Ruzena Bajcsy received her master’s and Ph.D. degrees in electrical engineering from Slovak Technical University in Bratislava in 1957 and 1967, respectively. During this time she also taught math and computer science there. Bajcsy went on to Stanford where she earned a Ph.D. in computer science in 1972 with John McCarthy has her thesis advisor. She became an assistant professor at the University of Pennsylvania in 1977, and was chair of the computer and information science department 13 years later—the first woman in that position. In 1979 she founded the General Robotics, Automation, Sensing and Perception (GRASP) Lab at Penn, which remains a major lab in the field even after her “retirement” in 2001. Subsequently, Bajcsy spent two years working for the NSF before founding UC Berkeley’s Center for Information Technology Research in the Interest of Society [CITRIS], where she is now director emeritus. You can learn more about Bajscy in the IEEE Robotics History Project.

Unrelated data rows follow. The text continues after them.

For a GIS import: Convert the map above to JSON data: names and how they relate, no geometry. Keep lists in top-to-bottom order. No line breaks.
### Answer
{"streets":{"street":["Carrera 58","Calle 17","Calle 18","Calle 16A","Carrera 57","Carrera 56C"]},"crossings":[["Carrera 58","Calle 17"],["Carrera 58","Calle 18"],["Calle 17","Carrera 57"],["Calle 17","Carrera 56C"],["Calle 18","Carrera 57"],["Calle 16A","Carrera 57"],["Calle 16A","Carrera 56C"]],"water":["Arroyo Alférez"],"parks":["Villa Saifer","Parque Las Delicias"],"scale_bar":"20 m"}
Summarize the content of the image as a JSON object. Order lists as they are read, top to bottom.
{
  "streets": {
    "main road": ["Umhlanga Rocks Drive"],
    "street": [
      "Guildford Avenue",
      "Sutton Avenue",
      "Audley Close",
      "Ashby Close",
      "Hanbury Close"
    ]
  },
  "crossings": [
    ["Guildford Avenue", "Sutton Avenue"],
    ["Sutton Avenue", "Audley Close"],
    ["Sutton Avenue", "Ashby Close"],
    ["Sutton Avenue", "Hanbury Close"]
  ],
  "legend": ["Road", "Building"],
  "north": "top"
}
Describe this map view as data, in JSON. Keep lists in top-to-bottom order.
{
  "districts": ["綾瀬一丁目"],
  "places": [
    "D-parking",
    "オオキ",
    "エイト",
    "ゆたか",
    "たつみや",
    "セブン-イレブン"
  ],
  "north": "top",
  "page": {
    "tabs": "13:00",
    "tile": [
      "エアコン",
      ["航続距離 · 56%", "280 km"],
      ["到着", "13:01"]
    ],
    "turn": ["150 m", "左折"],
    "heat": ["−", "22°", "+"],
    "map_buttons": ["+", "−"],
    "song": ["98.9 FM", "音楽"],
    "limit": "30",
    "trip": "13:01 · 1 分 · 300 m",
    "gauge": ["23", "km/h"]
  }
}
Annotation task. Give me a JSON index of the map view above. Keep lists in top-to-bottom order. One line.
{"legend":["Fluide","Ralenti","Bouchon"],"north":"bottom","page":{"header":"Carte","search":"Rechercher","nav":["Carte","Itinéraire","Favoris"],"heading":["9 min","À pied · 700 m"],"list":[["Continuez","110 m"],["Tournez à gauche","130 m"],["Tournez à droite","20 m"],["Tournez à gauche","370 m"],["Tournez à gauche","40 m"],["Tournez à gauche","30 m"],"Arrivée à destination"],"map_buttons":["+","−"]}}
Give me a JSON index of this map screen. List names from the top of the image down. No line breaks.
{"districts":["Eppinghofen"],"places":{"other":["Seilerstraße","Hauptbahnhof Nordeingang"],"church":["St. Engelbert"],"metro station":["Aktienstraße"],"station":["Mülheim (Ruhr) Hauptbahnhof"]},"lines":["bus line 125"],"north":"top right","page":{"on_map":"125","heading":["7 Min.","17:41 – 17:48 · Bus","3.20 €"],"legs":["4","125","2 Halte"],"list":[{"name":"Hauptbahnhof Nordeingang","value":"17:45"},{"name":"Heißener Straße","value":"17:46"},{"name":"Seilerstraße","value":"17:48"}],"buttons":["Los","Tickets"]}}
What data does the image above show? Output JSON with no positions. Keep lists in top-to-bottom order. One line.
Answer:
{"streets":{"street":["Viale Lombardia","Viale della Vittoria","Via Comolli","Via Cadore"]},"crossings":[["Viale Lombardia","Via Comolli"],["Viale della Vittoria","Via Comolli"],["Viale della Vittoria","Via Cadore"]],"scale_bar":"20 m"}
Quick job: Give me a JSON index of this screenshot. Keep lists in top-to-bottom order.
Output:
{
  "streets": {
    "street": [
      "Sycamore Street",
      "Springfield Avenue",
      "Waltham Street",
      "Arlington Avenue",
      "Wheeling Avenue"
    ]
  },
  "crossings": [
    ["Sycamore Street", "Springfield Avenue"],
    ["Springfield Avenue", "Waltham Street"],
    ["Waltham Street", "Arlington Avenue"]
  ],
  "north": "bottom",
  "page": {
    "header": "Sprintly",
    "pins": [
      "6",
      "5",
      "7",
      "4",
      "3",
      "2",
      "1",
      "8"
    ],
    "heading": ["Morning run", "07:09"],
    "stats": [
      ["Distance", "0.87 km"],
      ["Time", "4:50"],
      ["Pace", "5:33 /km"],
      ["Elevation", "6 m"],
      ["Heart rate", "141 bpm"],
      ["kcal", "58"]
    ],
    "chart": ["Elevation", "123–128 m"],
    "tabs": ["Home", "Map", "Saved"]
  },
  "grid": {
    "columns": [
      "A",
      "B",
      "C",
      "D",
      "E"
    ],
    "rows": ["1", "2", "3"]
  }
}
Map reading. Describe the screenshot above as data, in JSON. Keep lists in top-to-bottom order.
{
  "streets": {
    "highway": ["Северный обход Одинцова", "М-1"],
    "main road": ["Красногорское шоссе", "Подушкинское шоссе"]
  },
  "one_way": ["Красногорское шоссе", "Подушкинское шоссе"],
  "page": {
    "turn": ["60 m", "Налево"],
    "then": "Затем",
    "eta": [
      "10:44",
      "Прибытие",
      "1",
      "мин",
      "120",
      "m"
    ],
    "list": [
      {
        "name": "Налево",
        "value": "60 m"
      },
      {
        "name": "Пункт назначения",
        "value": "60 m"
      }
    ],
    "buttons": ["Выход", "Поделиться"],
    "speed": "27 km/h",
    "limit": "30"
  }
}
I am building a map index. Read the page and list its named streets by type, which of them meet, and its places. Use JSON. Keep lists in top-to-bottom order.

https://www.youtube.com/watch?v=r0fQR4ECigw

The women we feature show that glass ceilings are made to be broken, but those women who we can’t find or feature show that a career in robotics is still very far from easy. Our latest research dug deep into statistics about women in robotics across all of the STEM fields and found that it’s still not a great career choice for women. Women that are still in robotics after 15 years are exceptional exceptions!